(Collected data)
#####

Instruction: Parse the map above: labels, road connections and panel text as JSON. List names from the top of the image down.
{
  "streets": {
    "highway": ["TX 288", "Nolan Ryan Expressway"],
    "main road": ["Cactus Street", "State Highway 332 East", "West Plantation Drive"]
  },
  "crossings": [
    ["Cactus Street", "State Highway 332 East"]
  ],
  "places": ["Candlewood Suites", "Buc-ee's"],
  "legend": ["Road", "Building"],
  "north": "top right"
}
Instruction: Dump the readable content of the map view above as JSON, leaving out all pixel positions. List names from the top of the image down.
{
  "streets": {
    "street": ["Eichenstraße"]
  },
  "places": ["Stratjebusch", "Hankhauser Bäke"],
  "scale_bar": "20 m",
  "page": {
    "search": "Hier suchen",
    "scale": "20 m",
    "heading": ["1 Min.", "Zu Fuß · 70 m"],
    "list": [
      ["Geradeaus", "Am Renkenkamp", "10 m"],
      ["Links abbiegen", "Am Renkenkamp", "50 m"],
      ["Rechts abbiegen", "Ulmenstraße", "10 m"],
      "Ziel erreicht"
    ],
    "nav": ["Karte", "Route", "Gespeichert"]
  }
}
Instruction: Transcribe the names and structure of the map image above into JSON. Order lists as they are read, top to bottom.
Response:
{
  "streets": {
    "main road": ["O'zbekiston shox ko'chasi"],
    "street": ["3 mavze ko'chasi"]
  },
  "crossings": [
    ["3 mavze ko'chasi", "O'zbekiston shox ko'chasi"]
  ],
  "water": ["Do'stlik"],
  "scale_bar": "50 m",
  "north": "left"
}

#####

What is needed is an exact repetition of all the entries above.

Instruction: Parse the map above: labels, road connections and panel text as JSON. List names from the top of the image down.
{
  "streets": {
    "highway": ["TX 288", "Nolan Ryan Expressway"],
    "main road": ["Cactus Street", "State Highway 332 East", "West Plantation Drive"]
  },
  "crossings": [
    ["Cactus Street", "State Highway 332 East"]
  ],
  "places": ["Candlewood Suites", "Buc-ee's"],
  "legend": ["Road", "Building"],
  "north": "top right"
}
Instruction: Dump the readable content of the map view above as JSON, leaving out all pixel positions. List names from the top of the image down.
{
  "streets": {
    "street": ["Eichenstraße"]
  },
  "places": ["Stratjebusch", "Hankhauser Bäke"],
  "scale_bar": "20 m",
  "page": {
    "search": "Hier suchen",
    "scale": "20 m",
    "heading": ["1 Min.", "Zu Fuß · 70 m"],
    "list": [
      ["Geradeaus", "Am Renkenkamp", "10 m"],
      ["Links abbiegen", "Am Renkenkamp", "50 m"],
      ["Rechts abbiegen", "Ulmenstraße", "10 m"],
      "Ziel erreicht"
    ],
    "nav": ["Karte", "Route", "Gespeichert"]
  }
}
Instruction: Transcribe the names and structure of the map image above into JSON. Order lists as they are read, top to bottom.
Response:
{
  "streets": {
    "main road": ["O'zbekiston shox ko'chasi"],
    "street": ["3 mavze ko'chasi"]
  },
  "crossings": [
    ["3 mavze ko'chasi", "O'zbekiston shox ko'chasi"]
  ],
  "water": ["Do'stlik"],
  "scale_bar": "50 m",
  "north": "left"
}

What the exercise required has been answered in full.